Re: [PATCH 6/7] exec: Move most of setup_new_exec into flush_old_exec

Kees Cook <keescook@xxxxxxxxxxxx> · Tue, 5 May 2020 14:29:21 -0700

On Tue, May 05, 2020 at 02:45:33PM -0500, Eric W. Biederman wrote:
> 
> The current idiom for the callers is:
> 
> flush_old_exec(bprm);
> set_personality(...);
> setup_new_exec(bprm);
> 
> In 2010 Linus split flush_old_exec into flush_old_exec and
> setup_new_exec.  With the intention that setup_new_exec be what is
> called after the processes new personality is set.
> 
> Move the code that doesn't depend upon the personality from
> setup_new_exec into flush_old_exec.  This is to facilitate future
> changes by having as much code together in one function as possible.

Er, I *think* this is okay, but I have some questions below which
maybe you already investigated (and should perhaps get called out in
the changelog).

> 
> Ref: 221af7f87b97 ("Split 'flush_old_exec' into two functions")
> Signed-off-by: "Eric W. Biederman" <ebiederm@xxxxxxxxxxxx>
> ---
>  fs/exec.c | 85 ++++++++++++++++++++++++++++---------------------------
>  1 file changed, 44 insertions(+), 41 deletions(-)
> 
> diff --git a/fs/exec.c b/fs/exec.c
> index 8c3abafb9bb1..0eff20558735 100644
> --- a/fs/exec.c
> +++ b/fs/exec.c
> @@ -1359,39 +1359,7 @@ int flush_old_exec(struct linux_binprm * bprm)
>  	 * undergoing exec(2).
>  	 */
>  	do_close_on_exec(me->files);
> -	return 0;
> -
> -out_unlock:
> -	mutex_unlock(&me->signal->exec_update_mutex);
> -out:
> -	return retval;
> -}
> -EXPORT_SYMBOL(flush_old_exec);
> -
> -void would_dump(struct linux_binprm *bprm, struct file *file)
> -{
> -	struct inode *inode = file_inode(file);
> -	if (inode_permission(inode, MAY_READ) < 0) {
> -		struct user_namespace *old, *user_ns;
> -		bprm->interp_flags |= BINPRM_FLAGS_ENFORCE_NONDUMP;
> -
> -		/* Ensure mm->user_ns contains the executable */
> -		user_ns = old = bprm->mm->user_ns;
> -		while ((user_ns != &init_user_ns) &&
> -		       !privileged_wrt_inode_uidgid(user_ns, inode))
> -			user_ns = user_ns->parent;
>  
> -		if (old != user_ns) {
> -			bprm->mm->user_ns = get_user_ns(user_ns);
> -			put_user_ns(old);
> -		}
> -	}
> -}
> -EXPORT_SYMBOL(would_dump);
> -
> -void setup_new_exec(struct linux_binprm * bprm)
> -{
> -	struct task_struct *me = current;
>  	/*
>  	 * Once here, prepare_binrpm() will not be called any more, so
>  	 * the final state of setuid/setgid/fscaps can be merged into the
> @@ -1414,8 +1382,6 @@ void setup_new_exec(struct linux_binprm * bprm)
>  			bprm->rlim_stack.rlim_cur = _STK_LIM;
>  	}
>  
> -	arch_pick_mmap_layout(me->mm, &bprm->rlim_stack);
> -
>  	me->sas_ss_sp = me->sas_ss_size = 0;
>  
>  	/*
> @@ -1430,16 +1396,9 @@ void setup_new_exec(struct linux_binprm * bprm)
>  	else
>  		set_dumpable(current->mm, SUID_DUMP_USER);
>  
> -	arch_setup_new_exec();
>  	perf_event_exec();

What is perf expecting to be able to examine at this point?

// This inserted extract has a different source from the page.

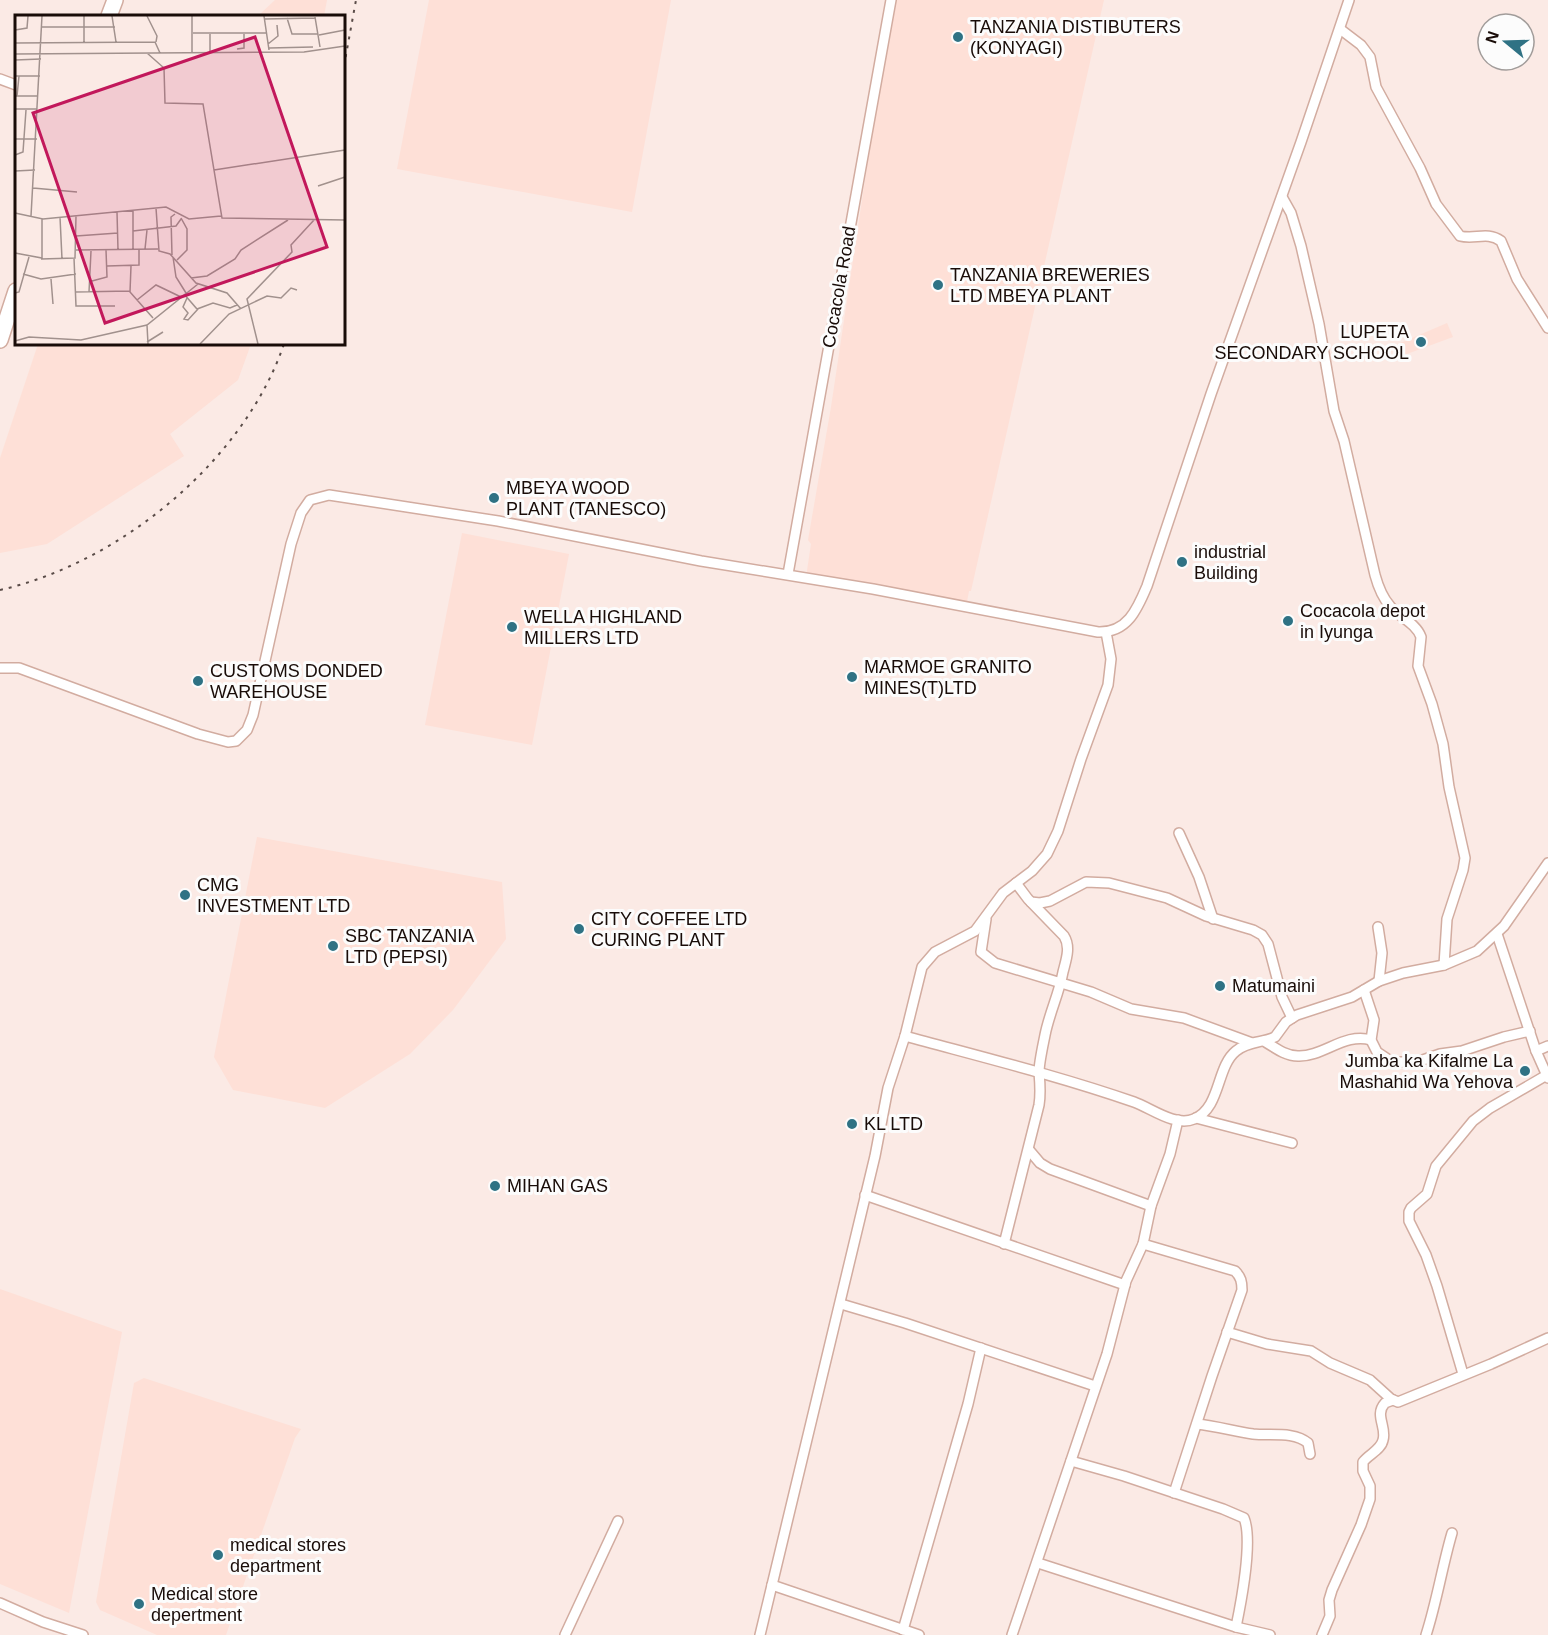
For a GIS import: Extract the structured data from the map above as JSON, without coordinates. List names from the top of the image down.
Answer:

Does it want
a view of things after arch_setup_new_exec()? (i.e. "final" TIF flags,
mmap layout, etc.) From what I can, the answer is "no, it's just
resetting counters", so I think this is fine. Maybe double-check with
Steve?

>  	__set_task_comm(me, kbasename(bprm->filename), true);
>  
> -	/* Set the new mm task size. We have to do that late because it may
> -	 * depend on TIF_32BIT which is only updated in flush_thread() on
> -	 * some architectures like powerpc
> -	 */
> -	me->mm->task_size = TASK_SIZE;
> -
>  	/* An exec changes our domain. We are no longer part of the thread
>  	   group */
>  	WRITE_ONCE(me->self_exec_id, me->self_exec_id + 1);
> @@ -1467,6 +1426,50 @@ void setup_new_exec(struct linux_binprm * bprm)
>  	 * credentials; any time after this it may be unlocked.
>  	 */
>  	security_bprm_committed_creds(bprm);

Similarly for the LSM hook: is it expecting a post-arch-setup view? I
don't see anything looking at task_size, TIF flags, or anything else;
they seem to be just cleaning up from the old process being replaced, so
against, I think this is okay.

Not visible in this patch, the following things how happen earlier,
which I feel should maybe get called out in the changelog, with,
perhaps, better justification than what I've got here:

bprm->secureexec set/check (looks safe, since it depends on
prepare_binprm()'s security_bprm_set_creds().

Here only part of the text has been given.